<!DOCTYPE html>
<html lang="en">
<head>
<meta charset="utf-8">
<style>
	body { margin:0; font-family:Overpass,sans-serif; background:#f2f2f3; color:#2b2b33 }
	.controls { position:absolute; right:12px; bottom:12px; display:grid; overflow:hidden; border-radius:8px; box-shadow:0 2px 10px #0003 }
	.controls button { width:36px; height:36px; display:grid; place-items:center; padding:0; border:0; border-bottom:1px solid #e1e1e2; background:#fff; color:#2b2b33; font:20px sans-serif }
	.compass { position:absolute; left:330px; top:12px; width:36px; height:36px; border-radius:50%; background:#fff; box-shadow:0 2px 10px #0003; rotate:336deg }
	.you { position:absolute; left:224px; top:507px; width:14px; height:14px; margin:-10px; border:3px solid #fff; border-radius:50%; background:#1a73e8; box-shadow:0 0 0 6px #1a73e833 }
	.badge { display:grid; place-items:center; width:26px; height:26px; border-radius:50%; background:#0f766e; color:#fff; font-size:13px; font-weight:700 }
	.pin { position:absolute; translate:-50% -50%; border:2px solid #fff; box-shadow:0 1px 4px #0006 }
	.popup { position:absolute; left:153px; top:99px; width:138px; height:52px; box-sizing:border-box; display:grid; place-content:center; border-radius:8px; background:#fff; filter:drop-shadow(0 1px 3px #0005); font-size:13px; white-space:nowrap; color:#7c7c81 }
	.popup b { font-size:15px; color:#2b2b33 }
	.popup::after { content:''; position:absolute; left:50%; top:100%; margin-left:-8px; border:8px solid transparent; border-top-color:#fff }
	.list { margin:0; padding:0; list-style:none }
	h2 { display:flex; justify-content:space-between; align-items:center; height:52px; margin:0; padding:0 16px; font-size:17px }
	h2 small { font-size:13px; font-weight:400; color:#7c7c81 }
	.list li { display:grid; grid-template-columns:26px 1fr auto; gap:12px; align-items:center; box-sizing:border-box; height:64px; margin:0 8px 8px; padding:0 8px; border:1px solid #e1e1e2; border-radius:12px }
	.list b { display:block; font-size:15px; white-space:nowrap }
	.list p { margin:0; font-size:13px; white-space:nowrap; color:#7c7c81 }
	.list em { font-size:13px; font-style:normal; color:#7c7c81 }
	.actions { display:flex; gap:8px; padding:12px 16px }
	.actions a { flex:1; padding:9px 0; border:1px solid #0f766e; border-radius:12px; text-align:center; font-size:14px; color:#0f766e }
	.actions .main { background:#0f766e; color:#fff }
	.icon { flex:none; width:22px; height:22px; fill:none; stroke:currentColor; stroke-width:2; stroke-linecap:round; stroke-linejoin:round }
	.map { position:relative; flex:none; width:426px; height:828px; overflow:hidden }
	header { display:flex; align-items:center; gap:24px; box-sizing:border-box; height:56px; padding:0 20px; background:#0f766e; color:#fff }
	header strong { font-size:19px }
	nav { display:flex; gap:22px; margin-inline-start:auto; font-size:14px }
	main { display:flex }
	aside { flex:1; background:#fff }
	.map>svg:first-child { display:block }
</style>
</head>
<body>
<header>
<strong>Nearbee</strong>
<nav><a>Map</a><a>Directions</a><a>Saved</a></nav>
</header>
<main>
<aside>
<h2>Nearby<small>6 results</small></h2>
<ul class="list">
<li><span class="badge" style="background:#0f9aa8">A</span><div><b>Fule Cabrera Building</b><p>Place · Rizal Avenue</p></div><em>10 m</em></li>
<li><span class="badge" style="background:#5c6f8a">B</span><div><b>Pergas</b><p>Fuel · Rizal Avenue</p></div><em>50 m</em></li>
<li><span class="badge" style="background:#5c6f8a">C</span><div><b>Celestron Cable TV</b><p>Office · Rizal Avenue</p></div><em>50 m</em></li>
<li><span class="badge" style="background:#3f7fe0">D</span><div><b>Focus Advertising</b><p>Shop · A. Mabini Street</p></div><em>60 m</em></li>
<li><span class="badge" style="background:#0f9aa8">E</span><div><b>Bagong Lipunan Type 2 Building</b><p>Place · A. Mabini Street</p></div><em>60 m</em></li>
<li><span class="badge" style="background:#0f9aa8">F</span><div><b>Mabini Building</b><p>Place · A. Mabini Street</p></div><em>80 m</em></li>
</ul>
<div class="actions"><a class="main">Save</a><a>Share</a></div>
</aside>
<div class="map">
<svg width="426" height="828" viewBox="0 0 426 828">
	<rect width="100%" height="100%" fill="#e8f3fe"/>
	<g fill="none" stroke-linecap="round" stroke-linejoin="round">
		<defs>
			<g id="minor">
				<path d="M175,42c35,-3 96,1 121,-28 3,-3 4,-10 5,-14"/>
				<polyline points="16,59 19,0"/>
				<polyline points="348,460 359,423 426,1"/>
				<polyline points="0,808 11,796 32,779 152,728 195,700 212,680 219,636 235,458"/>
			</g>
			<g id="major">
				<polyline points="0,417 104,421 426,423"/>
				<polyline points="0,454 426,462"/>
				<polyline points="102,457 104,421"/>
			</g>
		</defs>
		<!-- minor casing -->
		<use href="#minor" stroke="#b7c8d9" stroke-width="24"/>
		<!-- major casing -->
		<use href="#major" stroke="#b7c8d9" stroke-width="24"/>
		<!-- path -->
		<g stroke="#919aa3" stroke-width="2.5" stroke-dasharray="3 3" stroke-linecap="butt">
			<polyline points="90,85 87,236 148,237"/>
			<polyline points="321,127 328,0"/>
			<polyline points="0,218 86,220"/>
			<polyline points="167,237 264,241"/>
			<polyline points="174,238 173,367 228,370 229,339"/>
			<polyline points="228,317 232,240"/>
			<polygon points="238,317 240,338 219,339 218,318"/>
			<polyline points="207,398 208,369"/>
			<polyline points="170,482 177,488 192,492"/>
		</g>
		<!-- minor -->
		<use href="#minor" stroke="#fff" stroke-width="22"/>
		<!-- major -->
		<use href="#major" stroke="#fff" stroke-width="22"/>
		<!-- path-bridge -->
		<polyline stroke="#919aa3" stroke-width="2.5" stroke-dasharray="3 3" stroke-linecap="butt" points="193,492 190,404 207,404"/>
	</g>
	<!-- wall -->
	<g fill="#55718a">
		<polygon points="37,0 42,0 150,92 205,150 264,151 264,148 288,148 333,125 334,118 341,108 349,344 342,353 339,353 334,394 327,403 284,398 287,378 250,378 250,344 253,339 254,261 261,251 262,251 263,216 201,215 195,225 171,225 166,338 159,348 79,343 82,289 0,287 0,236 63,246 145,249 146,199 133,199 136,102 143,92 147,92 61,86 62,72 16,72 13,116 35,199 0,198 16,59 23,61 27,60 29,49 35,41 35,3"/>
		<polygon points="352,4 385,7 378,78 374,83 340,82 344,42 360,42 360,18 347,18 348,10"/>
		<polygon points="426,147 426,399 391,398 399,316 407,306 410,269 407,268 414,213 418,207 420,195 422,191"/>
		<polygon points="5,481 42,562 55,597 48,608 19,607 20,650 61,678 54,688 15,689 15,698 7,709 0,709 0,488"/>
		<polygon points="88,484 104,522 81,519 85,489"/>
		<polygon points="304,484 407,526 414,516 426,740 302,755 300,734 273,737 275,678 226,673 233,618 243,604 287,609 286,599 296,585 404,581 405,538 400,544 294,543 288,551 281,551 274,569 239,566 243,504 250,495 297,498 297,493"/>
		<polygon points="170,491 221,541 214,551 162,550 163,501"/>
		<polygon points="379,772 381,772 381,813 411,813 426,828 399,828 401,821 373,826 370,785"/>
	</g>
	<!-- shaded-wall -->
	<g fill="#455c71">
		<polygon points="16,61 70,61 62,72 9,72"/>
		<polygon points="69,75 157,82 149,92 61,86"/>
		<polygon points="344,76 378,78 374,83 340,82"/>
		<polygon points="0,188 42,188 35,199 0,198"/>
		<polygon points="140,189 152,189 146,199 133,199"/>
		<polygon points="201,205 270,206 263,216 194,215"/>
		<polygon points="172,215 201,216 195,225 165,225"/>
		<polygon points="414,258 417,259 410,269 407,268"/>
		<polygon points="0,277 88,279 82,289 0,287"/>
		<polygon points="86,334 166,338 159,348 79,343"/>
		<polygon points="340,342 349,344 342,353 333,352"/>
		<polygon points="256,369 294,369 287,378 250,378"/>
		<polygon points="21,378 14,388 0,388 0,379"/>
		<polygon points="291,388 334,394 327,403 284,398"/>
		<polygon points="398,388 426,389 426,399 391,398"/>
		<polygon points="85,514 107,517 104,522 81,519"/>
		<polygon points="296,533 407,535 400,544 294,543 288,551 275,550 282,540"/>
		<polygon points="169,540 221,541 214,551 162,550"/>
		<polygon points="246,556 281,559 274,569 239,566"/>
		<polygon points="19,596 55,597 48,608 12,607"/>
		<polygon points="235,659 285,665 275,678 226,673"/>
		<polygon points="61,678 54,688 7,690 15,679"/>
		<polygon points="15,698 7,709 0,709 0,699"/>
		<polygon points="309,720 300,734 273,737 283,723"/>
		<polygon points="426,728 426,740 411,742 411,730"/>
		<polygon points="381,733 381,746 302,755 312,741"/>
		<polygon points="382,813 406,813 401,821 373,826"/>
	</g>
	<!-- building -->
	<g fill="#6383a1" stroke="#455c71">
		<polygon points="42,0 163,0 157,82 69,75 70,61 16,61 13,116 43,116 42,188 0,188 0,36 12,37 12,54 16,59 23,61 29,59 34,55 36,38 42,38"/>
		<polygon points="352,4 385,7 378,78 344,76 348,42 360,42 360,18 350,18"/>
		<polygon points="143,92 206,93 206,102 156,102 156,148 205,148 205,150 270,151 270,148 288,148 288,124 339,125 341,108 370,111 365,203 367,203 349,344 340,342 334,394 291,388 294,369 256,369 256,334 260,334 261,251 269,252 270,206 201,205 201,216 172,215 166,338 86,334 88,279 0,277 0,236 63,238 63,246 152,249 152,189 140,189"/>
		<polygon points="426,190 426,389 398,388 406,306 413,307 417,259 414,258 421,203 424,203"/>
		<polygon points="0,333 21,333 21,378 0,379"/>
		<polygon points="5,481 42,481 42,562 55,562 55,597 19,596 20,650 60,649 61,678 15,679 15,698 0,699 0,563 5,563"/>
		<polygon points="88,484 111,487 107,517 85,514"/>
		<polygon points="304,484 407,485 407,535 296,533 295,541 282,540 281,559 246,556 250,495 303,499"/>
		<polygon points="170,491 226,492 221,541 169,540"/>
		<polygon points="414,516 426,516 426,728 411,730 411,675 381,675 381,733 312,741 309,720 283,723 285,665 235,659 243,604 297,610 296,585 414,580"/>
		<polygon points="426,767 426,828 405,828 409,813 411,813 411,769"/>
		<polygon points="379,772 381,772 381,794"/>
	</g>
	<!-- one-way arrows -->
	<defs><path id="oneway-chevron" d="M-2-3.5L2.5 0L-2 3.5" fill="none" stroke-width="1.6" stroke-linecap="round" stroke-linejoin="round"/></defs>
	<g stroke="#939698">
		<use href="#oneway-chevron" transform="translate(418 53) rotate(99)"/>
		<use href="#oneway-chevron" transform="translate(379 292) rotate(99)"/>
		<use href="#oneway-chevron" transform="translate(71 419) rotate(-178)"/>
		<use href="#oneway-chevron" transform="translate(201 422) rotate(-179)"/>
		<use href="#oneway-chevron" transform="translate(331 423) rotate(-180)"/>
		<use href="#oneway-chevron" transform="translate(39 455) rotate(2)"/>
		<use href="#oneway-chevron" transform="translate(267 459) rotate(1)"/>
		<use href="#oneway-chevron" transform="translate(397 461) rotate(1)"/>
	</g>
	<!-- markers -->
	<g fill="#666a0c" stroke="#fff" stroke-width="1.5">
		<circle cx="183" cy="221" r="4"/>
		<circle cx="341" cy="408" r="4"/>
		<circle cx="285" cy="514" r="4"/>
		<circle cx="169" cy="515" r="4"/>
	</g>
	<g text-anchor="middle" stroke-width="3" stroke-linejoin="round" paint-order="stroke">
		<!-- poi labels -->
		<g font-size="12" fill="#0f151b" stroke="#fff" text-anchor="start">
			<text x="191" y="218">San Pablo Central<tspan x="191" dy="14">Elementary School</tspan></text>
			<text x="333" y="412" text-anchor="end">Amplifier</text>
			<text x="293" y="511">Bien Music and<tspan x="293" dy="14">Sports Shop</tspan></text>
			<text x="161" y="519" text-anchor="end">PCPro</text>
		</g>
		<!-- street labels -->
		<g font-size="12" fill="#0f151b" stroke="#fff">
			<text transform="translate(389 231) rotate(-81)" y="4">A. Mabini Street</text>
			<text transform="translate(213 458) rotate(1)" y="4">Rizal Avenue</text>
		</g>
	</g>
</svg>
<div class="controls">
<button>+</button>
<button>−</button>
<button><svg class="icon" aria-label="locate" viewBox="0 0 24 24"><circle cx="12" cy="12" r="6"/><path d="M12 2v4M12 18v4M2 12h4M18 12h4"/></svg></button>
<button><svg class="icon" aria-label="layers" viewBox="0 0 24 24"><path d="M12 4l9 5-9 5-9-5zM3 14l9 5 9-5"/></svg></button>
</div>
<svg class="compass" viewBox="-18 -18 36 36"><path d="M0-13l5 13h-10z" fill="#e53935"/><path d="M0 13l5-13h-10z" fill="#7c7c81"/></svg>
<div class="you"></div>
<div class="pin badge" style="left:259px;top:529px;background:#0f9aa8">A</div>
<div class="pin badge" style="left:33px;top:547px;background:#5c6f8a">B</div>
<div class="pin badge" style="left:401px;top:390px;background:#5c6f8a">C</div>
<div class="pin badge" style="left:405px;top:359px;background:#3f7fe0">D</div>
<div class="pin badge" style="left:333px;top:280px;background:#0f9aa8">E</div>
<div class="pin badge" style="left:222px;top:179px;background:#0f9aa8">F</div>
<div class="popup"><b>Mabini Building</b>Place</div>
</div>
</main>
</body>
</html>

══════════════════════════════

EXERCISE REQUIREMENTS
In the listing above, please print only the lines from the first one to the line where "position:absolute; translate:-50% -50%;" appears, exactly as written, both of those lines included.

RESULT FOR THIS TASK
<!DOCTYPE html>
<html lang="en">
<head>
<meta charset="utf-8">
<style>
	body { margin:0; font-family:Overpass,sans-serif; background:#f2f2f3; color:#2b2b33 }
	.controls { position:absolute; right:12px; bottom:12px; display:grid; overflow:hidden; border-radius:8px; box-shadow:0 2px 10px #0003 }
	.controls button { width:36px; height:36px; display:grid; place-items:center; padding:0; border:0; border-bottom:1px solid #e1e1e2; background:#fff; color:#2b2b33; font:20px sans-serif }
	.compass { position:absolute; left:330px; top:12px; width:36px; height:36px; border-radius:50%; background:#fff; box-shadow:0 2px 10px #0003; rotate:336deg }
	.you { position:absolute; left:224px; top:507px; width:14px; height:14px; margin:-10px; border:3px solid #fff; border-radius:50%; background:#1a73e8; box-shadow:0 0 0 6px #1a73e833 }
	.badge { display:grid; place-items:center; width:26px; height:26px; border-radius:50%; background:#0f766e; color:#fff; font-size:13px; font-weight:700 }
	.pin { position:absolute; translate:-50% -50%; border:2px solid #fff; box-shadow:0 1px 4px #0006 }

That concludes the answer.